In src/test/java/com/example/WordToolsTest.java, write parameterized tests:

  • wordCount: "" → 0, "hello" → 1, "hello world" → 2, " many spaces here " → 3.
  • isPalindrome: "" → true, "a" → true, "racecar" → true, "hello" → false, "Racecar" → true.

Run mvn test. All should pass.

Then break each method on purpose, watch the relevant test fail, fix it, watch it pass.

Stretch: add a mostCommonWord(String s) method returning the most-frequent word. Write parameterized tests including a tie-breaking case.

What you might wonder

"Where do tests live in real projects?" Always in src/test/java/ (or src/test/kotlin/ for Kotlin) by Maven/Gradle convention. The test source set is separate from the main source set; tests can't be packaged into the production JAR.

"What about JUnit 4 vs 5?" Junit 5 is the modern version (released 2017). Junit 4 still exists in older codebases. Differences: @Test import path (org.junit.Test vs org.junit.jupiter.api.Test), annotation names (@Before vs @BeforeEach), extension model. Use Junit 5 in new code; recognize Junit 4 when you see it.
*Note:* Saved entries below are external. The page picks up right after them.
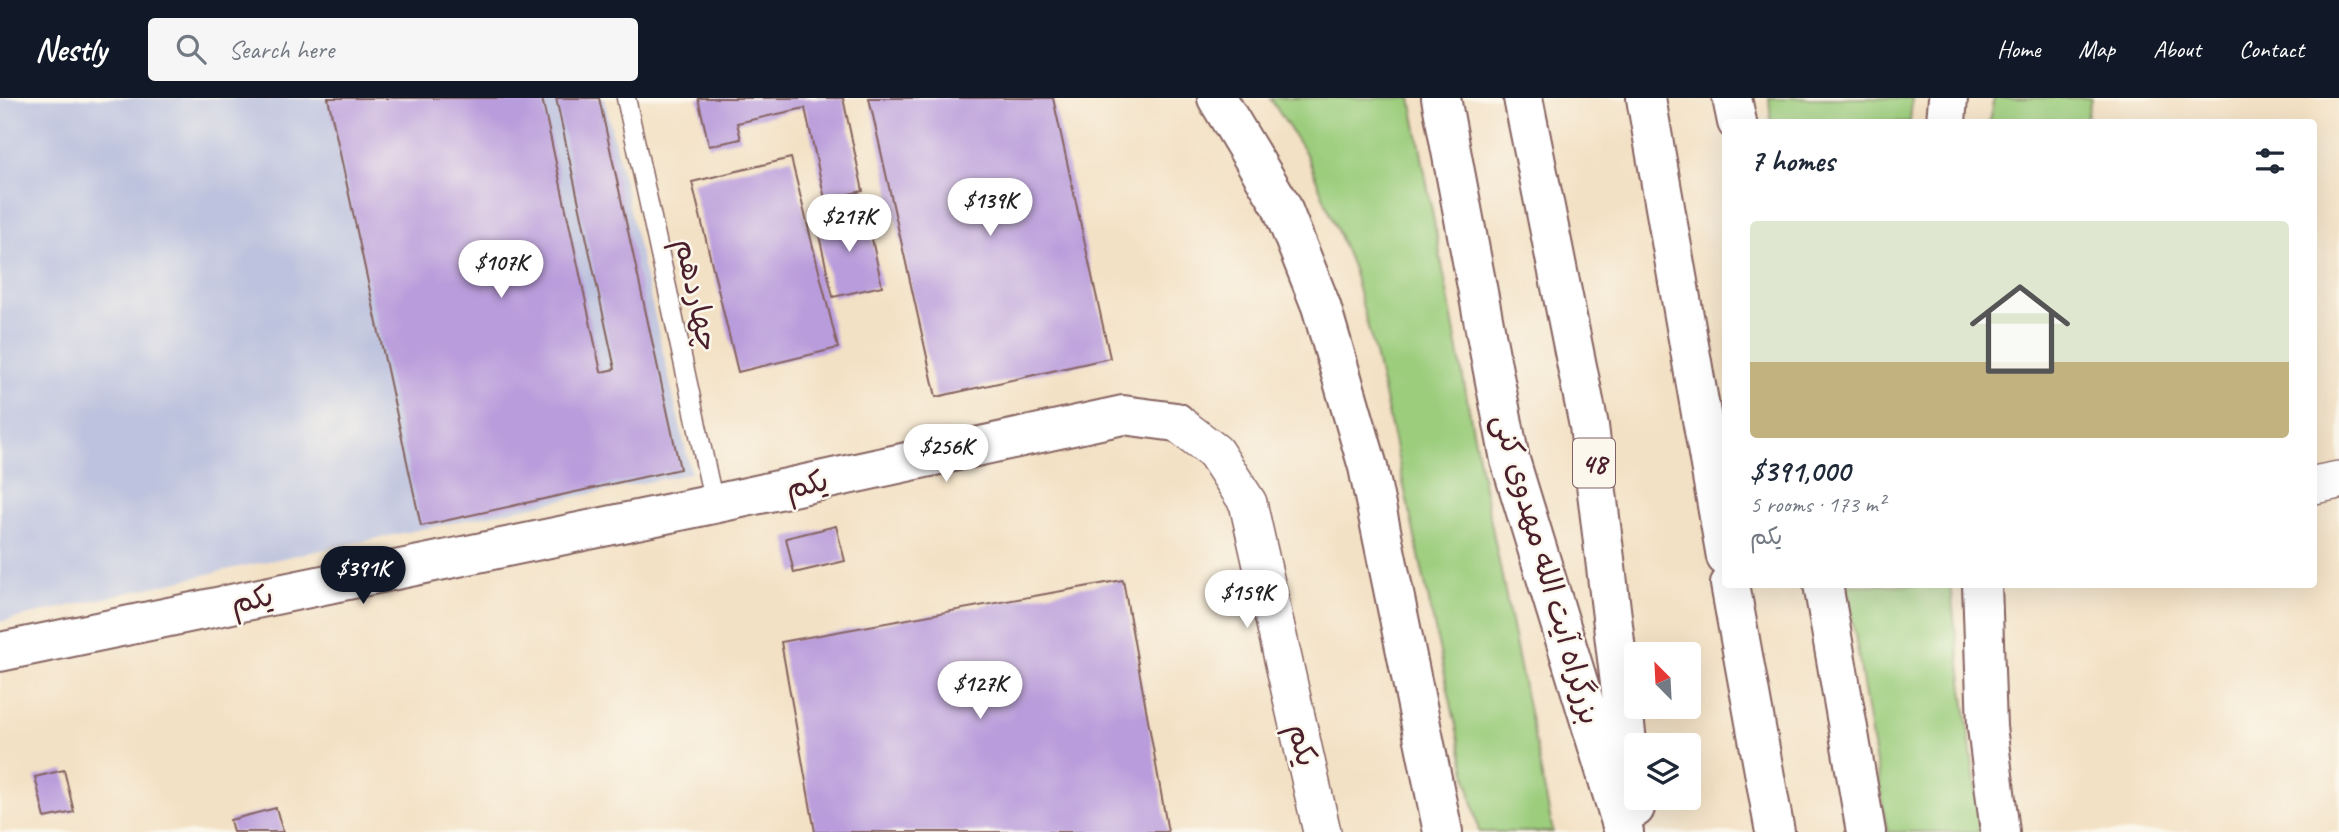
<!DOCTYPE html>
<meta charset="utf-8">
<style>
body{margin:0;font-family:Caveat,"Playpen Sans Arabic",sans-serif;background:#f6f6f7;color:#1f2937;height:100vh;display:flex;flex-direction:column;font-size:26px;white-space:nowrap}
*{box-sizing:border-box;margin:0}
p{font-size:23px;color:#747a83}
.icon{flex:none;width:38px;height:38px;fill:none;stroke:currentColor;stroke-width:2;stroke-linecap:round;stroke-linejoin:round}
.map{position:relative;flex:1;overflow:hidden}
.panel{position:absolute;left:1722px;top:21px;width:595px;height:469px;display:flex;flex-direction:column;background:#fff;border-radius:7px;box-shadow:0 7px 28px #0002}
.panel>*{flex:none}
.needle{width:46px;rotate:336deg}
.tools{position:absolute;left:1624px;top:544px;display:grid;gap:14px}
.tools a{display:grid;place-items:center;width:77px;height:77px;border-radius:7px;background:#fff;box-shadow:0 7px 28px #0002;font-size:35px}
.price{position:absolute;translate:-50% -60px;padding:0 16px;border-radius:24px;background:#fff;color:#222;font-size:23px;line-height:46px;filter:drop-shadow(0 2px 4px #0008)}
.price::after{content:'';position:absolute;left:50%;top:42px;width:21px;height:16px;margin-left:-10px;background:inherit;clip-path:polygon(0 0,100% 0,50% 100%)}
.price.current{background:#111827;color:#fff}
ul{padding:0;list-style:none}
li{display:grid;align-content:center;gap:14px;height:371px;padding:0 28px}
li span{display:grid;place-items:center;height:217px;border-radius:7px;color:#555}
li>.icon{margin-inline-start:auto}
span .icon{width:126px;height:126px;fill:#fffc;stroke-width:1}
li b{font-size:30px}
h2{display:flex;justify-content:space-between;align-items:center;height:84px;padding:0 28px;font-size:30px}
header{display:flex;align-items:center;gap:42px;box-sizing:border-box;height:98px;padding:0 35px;background:#111827;color:#fff}
header strong{font-size:33px}
nav{display:flex;gap:38px;margin-inline-start:auto;font-size:24px}
.search{width:490px;height:63px;background:#f6f6f7;display:flex;align-items:center;gap:18px;box-sizing:border-box;padding:0 24px;border-radius:7px;color:#747a83;font-size:26px}
.map>svg:first-child{display:block}
</style>
<header>
<strong>Nestly</strong>
<div class="search"><svg class="icon" aria-label="search" viewBox="0 0 24 24"><circle cx="10" cy="10" r="6"/><path d="M15 15l6 6"/></svg>Search here</div>
<nav><a>Home</a><a>Map</a><a>About</a><a>Contact</a></nav>
</header>
<div class="map">
<svg width="2339" height="734" viewBox="0 0 2339 734">
<rect width="100%" height="100%" fill="#fbf7ec"/>
<filter id="ink" filterUnits="userSpaceOnUse"><feTurbulence type="fractalNoise" baseFrequency=".0143" numOctaves="2"/><feDisplacementMap in="SourceGraphic" scale="14" xChannelSelector="R" yChannelSelector="G"/><feConvolveMatrix kernelMatrix="1 2 1 2 8 2 1 2 1" color-interpolation-filters="sRGB"/></filter>
<filter id="wash" filterUnits="userSpaceOnUse"><feTurbulence type="fractalNoise" baseFrequency=".00686" numOctaves="4" result="noise"/><feDisplacementMap in="SourceGraphic" scale="28" xChannelSelector="R" yChannelSelector="G"/><feGaussianBlur stdDeviation="1.57" result="paint"/><feColorMatrix in="noise" values="0 0 0 0 0 0 0 0 0 0 0 0 0 0 0 0 0 1.4 0 .05"/><feComposite in="paint" operator="in"/></filter>
<g filter="url(#wash)">
<rect width="100%" height="100%" fill="#f3e1c5"/>
<polygon fill="#bdc3de" points="0,0 604,0 691,375 235,470 0,524"/>
<g fill="#9ccd7d" stroke="#737654" stroke-width="2">
<polygon points="1270,0 1411,0 1476,349 1553,734 1479,734 1377,264 1353,171 1306,56"/>
<polygon points="1769,0 1912,0 1910,24 1771,24"/>
<polygon points="1994,0 2091,0 2086,24 1989,24"/>
<polygon points="1847,487 1950,487 1981,734 1887,734"/>
</g>
<g id="blocks">
<g fill="#b99cdb">
<polygon points="328,0 542,0 601,274 615,271 556,0 599,0 680,371 421,428"/>
<polygon points="698,0 843,0 863,93 825,101 805,10 737,25 741,41 709,48"/>
<polygon points="869,0 1053,0 1110,260 936,299"/>
<polygon points="791,60 838,250 738,274 692,84"/>
<polygon points="866,113 882,188 833,199 816,124"/>
<polygon points="836,428 845,463 794,475 786,440"/>
<polygon points="1123,482 1168,734 815,734 781,544"/>
<polygon points="64,672 74,714 45,720 35,679"/>
<polygon points="276,710 283,734 233,734 230,722"/>
</g>
</g>
</g>
<g filter="url(#ink)">
<use href="#blocks" fill-opacity="0" stroke="#856361" stroke-width="2"/>
<g fill="none" stroke-linecap="round" stroke-linejoin="round">
<defs>
<polyline id="lane" points="626,0 714,406"/>
<g id="street">
<polyline points="1176,324 1215,354 1248,405 1322,734"/>
<polyline points="2314,387 2339,382"/>
</g>
<polyline id="secondary" points="0,554 714,406 1123,317 1176,324"/>
<g id="primary">
<polyline points="1217,0 1281,107 1321,208 1368,369 1443,734"/>
<polyline points="1946,24 1948,0"/>
<polyline points="1982,486 1987,629 2000,734"/>
</g>
<g id="highway">
<polyline points="1441,0 1510,362 1624,734"/>
<polyline points="1523,0 1589,328 1635,710"/>
<polyline points="1646,0 1726,459"/>
<polyline points="1732,0 1737,24"/>
<polyline points="1730,486 1775,734"/>
<polyline points="1823,486 1866,734"/>
</g>
</defs>
<use href="#lane" stroke="#856361" stroke-width="21"/>
<use href="#street" stroke="#856361" stroke-width="40"/>
<use href="#secondary" stroke="#856361" stroke-width="42"/>
<use href="#primary" stroke="#856361" stroke-width="42"/>
<use href="#highway" stroke="#856361" stroke-width="42"/>
<use href="#lane" stroke="#fff" stroke-width="18"/>
<use href="#street" stroke="#fff" stroke-width="37"/>
<use href="#secondary" stroke="#fff" stroke-width="38"/>
<use href="#primary" stroke="#fff" stroke-width="38"/>
<use href="#highway" stroke="#fff" stroke-width="38"/>
</g>
</g>
<g text-anchor="middle" dominant-baseline="central" stroke-width="5" stroke-linejoin="round" paint-order="stroke">
<rect fill="#fbf7ec" stroke="#7f6065" stroke-width="2" x="1573" y="340.5" width="42" height="49" rx="5"/>
<g font-size="28" font-weight="bold" fill="#4a1f2b">
<text x="1594" y="365">48</text>
</g>
<g font-size="30" fill="#4a1f2b" stroke="#fbf7ec">
<text transform="translate(697 197) rotate(78)">چهاردهم</text>
<text transform="translate(807 386) rotate(-12)">یکم</text>
<text transform="translate(1547 471) rotate(74)">بزرگراه آیت الله مهدوی کنی</text>
<text transform="translate(252 501) rotate(-12)">یکم</text>
<text transform="translate(1303 647) rotate(77)">یکم</text>
</g>
</g>
</svg>
<div class="tools">
<a><svg class="needle" viewBox="-14 -14 28 28"><path d="M0-13l5 13h-10z" fill="#e53935"/><path d="M0 13l5-13h-10z" fill="#747a83"/></svg></a>
<a><svg class="icon" aria-label="layers" viewBox="0 0 24 24"><path d="M12 4l9 5-9 5-9-5zM3 14l9 5 9-5"/></svg></a>
</div>
<b class="price" style="left:990px;top:140px">$139K</b>
<b class="price" style="left:849px;top:156px">$217K</b>
<b class="price" style="left:501px;top:202px">$107K</b>
<b class="price" style="left:946px;top:386px">$256K</b>
<b class="price current" style="left:363px;top:508px">$391K</b>
<b class="price" style="left:1247px;top:532px">$159K</b>
<b class="price" style="left:980px;top:623px">$127K</b>
<section class="panel">
<h2>7 homes<svg class="icon" aria-label="filters" viewBox="0 0 24 24"><path d="M4 7h16M4 17h16"/><circle cx="9" cy="7" r="2"/><circle cx="15" cy="17" r="2"/></svg></h2>
<ul>
<li><span style="background:linear-gradient(#dfe7d0 65%,#c2b280 0)"><svg class="icon" aria-label="home" viewBox="0 0 24 24"><path d="M3 11l9-7 9 7M6 9v11h12V9"/></svg></span><div><b>$391,000</b><p>5 rooms · 173 m²</p><p>یکم</p></div></li>
</ul>
</section>
</div>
"What about Mockito? Should I learn it now?" Mockito is for replacing real dependencies (databases, network) with fakes during a test. Useful in real projects but adds a learning curve. Skip for now; learn it when you need it (you'll know).
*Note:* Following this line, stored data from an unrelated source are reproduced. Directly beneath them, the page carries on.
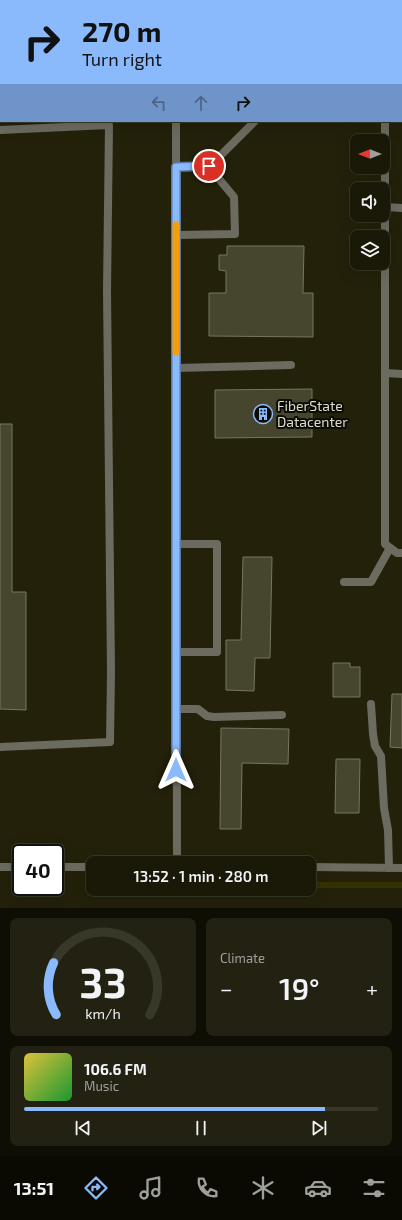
<!DOCTYPE html>
<meta charset="utf-8">
<style>
:root{--surface:#1a1908;--page:#232212;--text:#f1f3f6;--muted:#9fa09c;--line:#383829;--accent:#8abafc}
body{margin:0;font-family:"Exo 2",sans-serif;background:var(--page);color:var(--text);height:100vh;display:flex;flex-direction:column;font-size:15px;white-space:nowrap}
*{box-sizing:border-box;margin:0}
p{font-size:13px;color:var(--muted)}
.icon{flex:none;width:22px;height:22px;fill:none;stroke:currentColor;stroke-width:2;stroke-linecap:round;stroke-linejoin:round}
.map{position:relative;height:908px;overflow:hidden}
.drawer{display:flex;flex-direction:column;gap:10px;padding:10px;background:#0e0e04;flex:1}
.drawer>*{flex:none}
.top-card{position:absolute;left:0px;top:0px;width:402px;height:122px;box-shadow:0 4px 16px #0002,0 0 0 1px var(--line);background:#8abafc;color:#111;overflow:hidden}
.needle{width:26px;rotate:270deg}
.controls{position:absolute;left:350px;top:134px;display:grid;gap:8px}
.controls a{display:grid;place-items:center;width:40px;height:40px;border-radius:8px;background:var(--surface);box-shadow:0 4px 16px #0002,0 0 0 1px var(--line);font-size:20px}
.speed{position:absolute;left:12px;top:844px;display:flex;gap:8px;font-size:20px;font-weight:700;text-align:center}
.speed>*{display:grid;place-content:center;width:52px;height:52px;border-radius:50%;background:var(--surface);box-shadow:0 4px 16px #0002,0 0 0 1px var(--line);line-height:1}
.speed .limit{border:2px solid #111;border-radius:6px;background:#fff;color:#111}
.pin{position:absolute;display:grid;place-items:center;width:34px;height:34px;color:#fff;margin:-17px;border:2px solid #fff;border-radius:50%;box-shadow:0 1px 4px #0007}
.me{position:absolute;width:44px;margin:-22px;rotate:0deg;stroke-linejoin:round;filter:drop-shadow(0 0 3px #0008)}
.turn{display:flex;align-items:center;gap:14px;height:84px;padding:0 16px;font-size:18px}
.turn .icon{width:52px;height:52px;stroke-width:2.5}
.turn b{display:block;font-size:28px;line-height:34px}
.lanes{display:flex;align-items:center;height:38px;padding:0 16px;background:#0003;justify-content:center;gap:20px;direction:ltr}
.lanes .off{opacity:.35}
.big{font-size:30px;font-weight:600;line-height:1.1}
.drawer .tile{flex:1;display:flex;flex-direction:column;justify-content:center;gap:6px;min-width:0;padding:0 14px;border-radius:8px;background:var(--page)}
.drawer .dial{align-items:center;gap:0}
.dial svg{height:104px;overflow:visible;fill:none;stroke:var(--line);stroke-width:7;stroke-linecap:round;text-anchor:middle}
.dial text{fill:var(--text);stroke:none}
.song{display:flex;align-items:center;gap:12px}
.cover{width:48px;height:48px;border-radius:6px;background:linear-gradient(135deg,hsl(50 70% 55%),hsl(130 70% 35%))}
.played{height:4px;border-radius:2px;background:linear-gradient(90deg,var(--accent) 85%,var(--line) 85%)}
.keys{display:flex;justify-content:space-around;direction:ltr}
.heat{display:flex;justify-content:space-between;align-items:center;font-size:22px;direction:ltr}
.drawer .tiles{flex:1;display:grid;gap:10px;grid-template-columns:1fr 1fr}
.tile:last-child{grid-column:span 2}
.trip{position:absolute;left:86px;top:856px;width:230px;height:40px;border-radius:8px;background:var(--surface);box-shadow:0 4px 16px #0002,0 0 0 1px var(--line);font-weight:600;line-height:40px;text-align:center}
.tab-bar{display:flex;height:64px;justify-content:space-around;align-items:center;background:#0a0a03;color:var(--muted)}
.tab-bar .icon{width:28px;height:28px}
.tab-bar .on{color:var(--accent)}
.tab-bar b{font-size:18px;color:var(--text)}
.map>svg:first-child{display:block}
.green{fill:#343101}
.building{fill:#46452d;stroke:#78775d}
.lines{fill:none;stroke-linecap:round;stroke-linejoin:round}
.path{stroke:#7a7966;stroke-width:2.5;stroke-dasharray:2 3;stroke-linecap:butt}
.service{stroke:#6b6b5f;stroke-width:8}
.minor{stroke:#6b6b5f;stroke-width:8}
.tertiary{stroke:#6b6b5f;stroke-width:8}
.route-casing{stroke:#5a79a4;stroke-width:10}
.route{stroke:#8abafc;stroke-width:7}
.slow{stroke:#f59e0b;stroke-width:7}
.labels{text-anchor:middle;stroke-width:4;stroke-linejoin:round;paint-order:stroke}
.poi-label{font-size:14px;fill:#ddddcf;stroke:#0b0b03;text-anchor:start}
</style>
<div class="map">
<svg width="402" height="908" viewBox="0 0 402 908">
<rect width="100%" height="100%" fill="#23210a"/>
<rect class="green" x="309" y="882" width="93" height="6"/>
<g class="building">
<path d="M227 246H304L303 293H313V337L209 336V293H226V271L219 270V255H227Z"/>
<path d="M312 389V437L215 438V390Z"/>
<path d="M0 424H12V592H26V710L0 709Z"/>
<path d="M243 557H272L270 658H255L254 691 226 690V640H241Z"/>
<path d="M333 663H350V667H360V697H333Z"/>
<path d="M392 694H402V748L390 747Z"/>
<path d="M221 728 289 729 288 764 242 763 241 829H220Z"/>
<path d="M336 759H360L359 813H335Z"/>
</g>
<g class="lines">
<g class="path">
<path d="M328 1 333 0"/>
<path d="M0 6H1"/>
</g>
<g class="service">
<path d="M401 105H402"/>
<path d="M385 121V544L397 553H402"/>
<path d="M0 130 109 125 107 291 111 672 110 742 0 747"/>
<path d="M176 167H209L255 121"/>
<path d="M385 207 402 208"/>
<path d="M176 235 235 234 234 197 209 167"/>
<path d="M176 368 291 365"/>
<path d="M385 373 402 374"/>
<path d="M177 544H217V652H177"/>
<path d="M344 582H371L390 548"/>
<path d="M371 704 373 734 375 746 381 756 384 808 388 830 389 868"/>
<path d="M177 709H198L207 716 214 717 282 715"/>
</g>
<path class="minor" d="M309 867 402 868"/>
<g class="tertiary">
<path d="M401 2 402 1"/>
<path d="M0 27H1"/>
<path d="M176 121 177 863"/>
<path d="M0 867H21"/>
<path d="M55 867H93"/>
</g>
</g>
<g class="lines">
<defs>
<path id="route" d="M176 770V167L209 166"/>
</defs>
<use href="#route" class="route-casing"/>
<use href="#route" class="route"/>
<path class="slow" d="M176 225V352"/>
</g>
<defs>
<symbol id="building-ring" viewBox="-11 -11 22 22"><circle r="9.5" fill="#0b0b03" stroke="#8abafc" stroke-width="1.5"/><path d="M-4-6H4V6H1V3H-1V6H-4ZM-2.5-4.3h1.7v1.8h-1.7ZM.8-4.3h1.7v1.8H.8ZM-2.5-1h1.7V.8h-1.7ZM.8-1h1.7V.8H.8Z" fill="#8abafc"/></symbol>
</defs>
<g fill-rule="evenodd">
<use href="#building-ring" x="252" y="403" width="22" height="22"/>
</g>
<g class="labels">
<g class="poi-label">
<text x="277" y="411">FiberState<tspan x="277" dy="16">Datacenter</tspan></text>
</g>
</g>
</svg>
<div class="controls">
<a><svg class="needle" viewBox="-14 -14 28 28"><path d="M0-13l5 13h-10z" fill="#e53935"/><path d="M0 13l5-13h-10z" fill="#9fa09c"/></svg></a>
<a><svg class="icon" aria-label="sound" viewBox="0 0 24 24"><path d="M4 9h4l5-4v14l-5-4H4zM17 9q2 3 0 6"/></svg></a>
<a><svg class="icon" aria-label="layers" viewBox="0 0 24 24"><path d="M12 4l9 5-9 5-9-5zM3 14l9 5 9-5"/></svg></a>
</div>
<div class="speed"><div class="limit">40</div></div>
<div class="pin" style="left:209px;top:166px;background:#d93025"><svg class="icon" aria-label="arrive" viewBox="0 0 24 24"><path d="M6 21V4h12l-3 4 3 4H6"/></svg></div>
<svg class="me" style="left:176px;top:770px" viewBox="-20 -20 40 40"><path d="M0-17L14 15 0 8-14 15z" fill="#8abafc" stroke="#fff" stroke-width="4"/></svg>
<div class="trip">13:52 · 1 min · 280 m</div>
<div class="top-card">
<div class="turn"><svg class="icon" aria-label="right" viewBox="0 0 24 24"><path d="M7 20v-9h11M14 6l5 5-5 5"/></svg><div><b>270 m</b>Turn right</div></div>
<div class="lanes"><svg class="icon off" aria-label="left" viewBox="0 0 24 24"><path d="M17 20v-9H6M10 6l-5 5 5 5"/></svg><svg class="icon off" aria-label="ahead" viewBox="0 0 24 24"><path d="M12 20V5M6 11l6-6 6 6"/></svg><svg class="icon" aria-label="right" viewBox="0 0 24 24"><path d="M7 20v-9h11M14 6l5 5-5 5"/></svg></div>
</div>
</div>
<section class="drawer">
<div class="tiles">
<div class="tile dial"><svg viewBox="0 0 100 80">
<path d="M14 69A42 42 0 1 1 86 69"/>
<path d="M14 69A42 42 0 0 1 12 29" stroke="#8abafc"/>
<text x="50" y="56" font-size="32" font-weight="700">33</text>
<text x="50" y="72" font-size="11">km/h</text>
</svg></div>
<div class="tile"><p>Climate</p>
<div class="heat"><a>−</a><b class="big">19°</b><a>+</a></div>
</div>
<div class="tile">
<div class="song"><i class="cover"></i><div><b>106.6 FM</b><p>Music</p></div></div>
<div class="played"></div>
<div class="keys"><svg class="icon" aria-label="previous" viewBox="0 0 24 24"><path d="M18 5L8 12l10 7zM5 5v14"/></svg><svg class="icon" aria-label="pause" viewBox="0 0 24 24"><path d="M8 5v14M16 5v14"/></svg><svg class="icon" aria-label="next" viewBox="0 0 24 24"><path d="M6 5l10 7-10 7zM19 5v14"/></svg></div>
</div>
</div>
</section>
<nav class="tab-bar">
<b>13:51</b>
<svg class="icon on" aria-label="directions" viewBox="0 0 24 24"><path d="M12 3l9 9-9 9-9-9zM9 14v-3h6M13 9l2 2-2 2"/></svg>
<svg class="icon" aria-label="music" viewBox="0 0 24 24"><path d="M9 18V5l10-2v13"/><circle cx="6" cy="18" r="3"/><circle cx="16" cy="16" r="3"/></svg>
<svg class="icon" aria-label="phone" viewBox="0 0 24 24"><path d="M5 4h4l2 5-3 2q2 4 5 5l2-3 5 2v4C11 20 4 13 5 4z"/></svg>
<svg class="icon" aria-label="climate" viewBox="0 0 24 24"><path d="M12 3v18M4 7l16 10M4 17L20 7"/></svg>
<svg class="icon" aria-label="car" viewBox="0 0 24 24"><path d="M5 17H2v-5l4-1 3-4h7l3 4 3 1v5h-3M9 17h6M6 11h13"/><circle cx="7" cy="17" r="2"/><circle cx="17" cy="17" r="2"/></svg>
<svg class="icon" aria-label="filters" viewBox="0 0 24 24"><path d="M4 7h16M4 17h16"/><circle cx="9" cy="7" r="2"/><circle cx="15" cy="17" r="2"/></svg>
</nav>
"What about Testcontainers?" For tests that need a real database/queue/etc., Testcontainers starts a Docker container during the test. Powerful but heavy setup. Out of scope here; mentioned for awareness.

Done

You can now: - Set up a Maven project with JUnit 5 and AssertJ. - Write tests in @Test methods using assertThat. - Use @ParameterizedTest with @CsvSource for table-driven tests. - Test exceptions with assertThrows / assertThatThrownBy. - Use @BeforeEach for fresh-state setup. - Run tests with mvn test from the command line.

You can now verify your own code. More importantly, you can read test files in any real Java project.